Oh my word! If you find out which planet your from could you let me know!
I To need structure but need others to do it for me. My email inbox is 8334 yikes, my pictures are mounting up but I cannot bring myself to delete any, I suffer with dyslexia but mainly short term memory.
I find patterns in everything I see, I collect things that are not important, currently my obsession is receipts and price tags for all the things I am buying to please me, my new look, Victorian clothing and anything that makes it complete, each time I go shopping I take every receipt write a discription if what the item is in detail,then staple them all together.?
no idea why.
I saw a manikin type figure made from plumbing fittings which I find funny but shows imagination to give a smile as well. I found myself thinking it would be good to take pictures of all the ones I could find and archive them with dates and locations and each part used in its creation?

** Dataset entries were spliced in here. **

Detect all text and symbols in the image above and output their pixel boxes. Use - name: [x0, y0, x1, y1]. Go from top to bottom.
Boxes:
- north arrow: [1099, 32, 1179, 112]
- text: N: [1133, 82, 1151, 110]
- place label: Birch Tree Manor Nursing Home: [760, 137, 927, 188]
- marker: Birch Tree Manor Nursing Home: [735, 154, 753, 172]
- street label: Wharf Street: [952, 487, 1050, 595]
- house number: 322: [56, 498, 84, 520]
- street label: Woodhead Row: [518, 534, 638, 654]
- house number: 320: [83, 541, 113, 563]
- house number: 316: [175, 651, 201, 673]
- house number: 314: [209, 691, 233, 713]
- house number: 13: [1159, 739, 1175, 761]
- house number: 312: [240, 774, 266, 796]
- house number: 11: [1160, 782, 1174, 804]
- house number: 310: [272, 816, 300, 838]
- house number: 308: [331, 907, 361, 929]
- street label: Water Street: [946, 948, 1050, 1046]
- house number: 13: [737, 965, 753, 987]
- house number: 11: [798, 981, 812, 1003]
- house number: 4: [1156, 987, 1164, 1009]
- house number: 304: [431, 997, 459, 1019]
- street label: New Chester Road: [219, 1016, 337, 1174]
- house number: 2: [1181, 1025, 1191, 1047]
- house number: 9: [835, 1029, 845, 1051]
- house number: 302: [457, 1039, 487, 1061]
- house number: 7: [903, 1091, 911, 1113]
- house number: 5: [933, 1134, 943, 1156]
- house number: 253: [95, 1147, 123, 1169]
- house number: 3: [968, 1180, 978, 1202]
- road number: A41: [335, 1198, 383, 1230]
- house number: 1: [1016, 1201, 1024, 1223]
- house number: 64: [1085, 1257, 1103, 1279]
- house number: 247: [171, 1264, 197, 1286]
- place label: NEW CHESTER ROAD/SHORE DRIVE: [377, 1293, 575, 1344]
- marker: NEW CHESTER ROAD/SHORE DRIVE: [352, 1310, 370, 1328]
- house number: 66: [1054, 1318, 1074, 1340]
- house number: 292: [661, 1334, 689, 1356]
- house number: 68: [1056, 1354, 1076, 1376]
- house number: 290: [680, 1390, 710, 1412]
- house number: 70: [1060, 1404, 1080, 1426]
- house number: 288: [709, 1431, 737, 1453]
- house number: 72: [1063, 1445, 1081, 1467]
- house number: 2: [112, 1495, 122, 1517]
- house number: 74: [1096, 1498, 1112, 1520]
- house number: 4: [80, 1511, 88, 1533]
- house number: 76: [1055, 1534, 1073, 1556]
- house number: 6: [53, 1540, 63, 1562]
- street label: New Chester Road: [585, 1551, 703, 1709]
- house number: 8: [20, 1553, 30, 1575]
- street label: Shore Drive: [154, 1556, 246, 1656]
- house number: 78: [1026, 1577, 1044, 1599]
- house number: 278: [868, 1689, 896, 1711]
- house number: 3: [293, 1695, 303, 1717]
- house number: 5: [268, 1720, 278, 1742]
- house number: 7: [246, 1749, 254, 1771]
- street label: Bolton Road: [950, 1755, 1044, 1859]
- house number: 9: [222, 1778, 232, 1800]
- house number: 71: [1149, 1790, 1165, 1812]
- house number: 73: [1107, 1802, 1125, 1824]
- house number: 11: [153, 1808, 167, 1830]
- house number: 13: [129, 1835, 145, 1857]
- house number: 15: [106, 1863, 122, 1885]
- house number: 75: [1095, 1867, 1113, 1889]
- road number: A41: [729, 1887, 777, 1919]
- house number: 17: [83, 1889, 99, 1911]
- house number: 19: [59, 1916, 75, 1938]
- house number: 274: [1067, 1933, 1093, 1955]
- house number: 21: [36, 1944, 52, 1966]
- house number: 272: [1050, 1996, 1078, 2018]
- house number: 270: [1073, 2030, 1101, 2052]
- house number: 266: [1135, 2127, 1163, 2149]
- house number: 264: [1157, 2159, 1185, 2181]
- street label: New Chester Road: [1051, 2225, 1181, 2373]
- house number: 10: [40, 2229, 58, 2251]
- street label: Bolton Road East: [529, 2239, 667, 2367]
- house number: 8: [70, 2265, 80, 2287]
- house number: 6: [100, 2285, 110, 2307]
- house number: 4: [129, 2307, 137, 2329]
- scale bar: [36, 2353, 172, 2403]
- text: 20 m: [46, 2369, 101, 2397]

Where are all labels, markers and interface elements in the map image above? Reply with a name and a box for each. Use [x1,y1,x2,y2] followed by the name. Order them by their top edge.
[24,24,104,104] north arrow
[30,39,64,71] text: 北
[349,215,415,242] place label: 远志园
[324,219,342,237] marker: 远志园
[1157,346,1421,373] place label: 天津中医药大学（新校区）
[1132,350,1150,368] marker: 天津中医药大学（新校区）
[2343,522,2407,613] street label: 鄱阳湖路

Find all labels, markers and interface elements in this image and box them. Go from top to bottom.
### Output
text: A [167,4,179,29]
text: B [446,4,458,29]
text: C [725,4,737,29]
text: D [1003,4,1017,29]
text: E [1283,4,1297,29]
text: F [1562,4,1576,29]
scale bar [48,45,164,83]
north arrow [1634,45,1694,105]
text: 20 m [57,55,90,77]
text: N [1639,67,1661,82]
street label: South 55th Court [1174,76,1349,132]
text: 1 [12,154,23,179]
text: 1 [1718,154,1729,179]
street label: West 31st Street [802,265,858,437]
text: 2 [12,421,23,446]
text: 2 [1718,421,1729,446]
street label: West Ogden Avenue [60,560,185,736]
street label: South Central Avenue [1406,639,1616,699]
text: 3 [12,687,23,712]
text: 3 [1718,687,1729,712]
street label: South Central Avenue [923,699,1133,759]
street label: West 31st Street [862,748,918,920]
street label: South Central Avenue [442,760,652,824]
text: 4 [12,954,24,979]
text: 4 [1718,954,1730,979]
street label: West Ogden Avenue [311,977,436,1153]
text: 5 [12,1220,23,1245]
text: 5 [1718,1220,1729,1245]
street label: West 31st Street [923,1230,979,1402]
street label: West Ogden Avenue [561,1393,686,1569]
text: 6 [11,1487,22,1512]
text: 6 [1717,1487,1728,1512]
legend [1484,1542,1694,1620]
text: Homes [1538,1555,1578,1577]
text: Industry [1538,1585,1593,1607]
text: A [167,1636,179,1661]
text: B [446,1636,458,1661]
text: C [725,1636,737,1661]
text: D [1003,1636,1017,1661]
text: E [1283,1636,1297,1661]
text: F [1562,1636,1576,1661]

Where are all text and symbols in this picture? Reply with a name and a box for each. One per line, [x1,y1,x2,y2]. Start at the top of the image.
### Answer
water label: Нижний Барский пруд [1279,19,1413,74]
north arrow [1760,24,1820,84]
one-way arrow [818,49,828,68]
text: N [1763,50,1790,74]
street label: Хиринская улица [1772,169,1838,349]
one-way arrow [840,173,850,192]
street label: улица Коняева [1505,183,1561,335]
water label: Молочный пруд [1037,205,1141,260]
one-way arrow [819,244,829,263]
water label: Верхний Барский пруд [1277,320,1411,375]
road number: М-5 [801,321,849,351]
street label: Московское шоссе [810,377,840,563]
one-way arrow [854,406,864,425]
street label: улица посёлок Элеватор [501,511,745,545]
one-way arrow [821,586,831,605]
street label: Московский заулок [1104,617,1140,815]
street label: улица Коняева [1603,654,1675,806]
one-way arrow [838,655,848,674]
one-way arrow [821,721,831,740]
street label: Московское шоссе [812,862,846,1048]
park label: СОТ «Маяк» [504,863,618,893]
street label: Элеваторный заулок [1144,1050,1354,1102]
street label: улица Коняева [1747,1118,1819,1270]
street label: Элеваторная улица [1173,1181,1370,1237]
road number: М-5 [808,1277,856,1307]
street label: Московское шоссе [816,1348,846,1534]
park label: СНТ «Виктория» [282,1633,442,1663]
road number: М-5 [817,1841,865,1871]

I also count things when I am stressed, it seems important for me to do all these things but I have no idea why?
could it be because my memory is so shockingly poor that I try to compensate to try and reinforce it? I am sure most of it is because of my inability to remember things, why must I keep counting letters on a box in front of me? I look at it often, I guess how many letters but never quite trust my guess so am compelled to count to make sure, not always the right guess.
Lonewarrior, lets start a new topic. But what shall we call it... and where to start it - adult or miscellaneous chat? And what should the name of the topic be :-)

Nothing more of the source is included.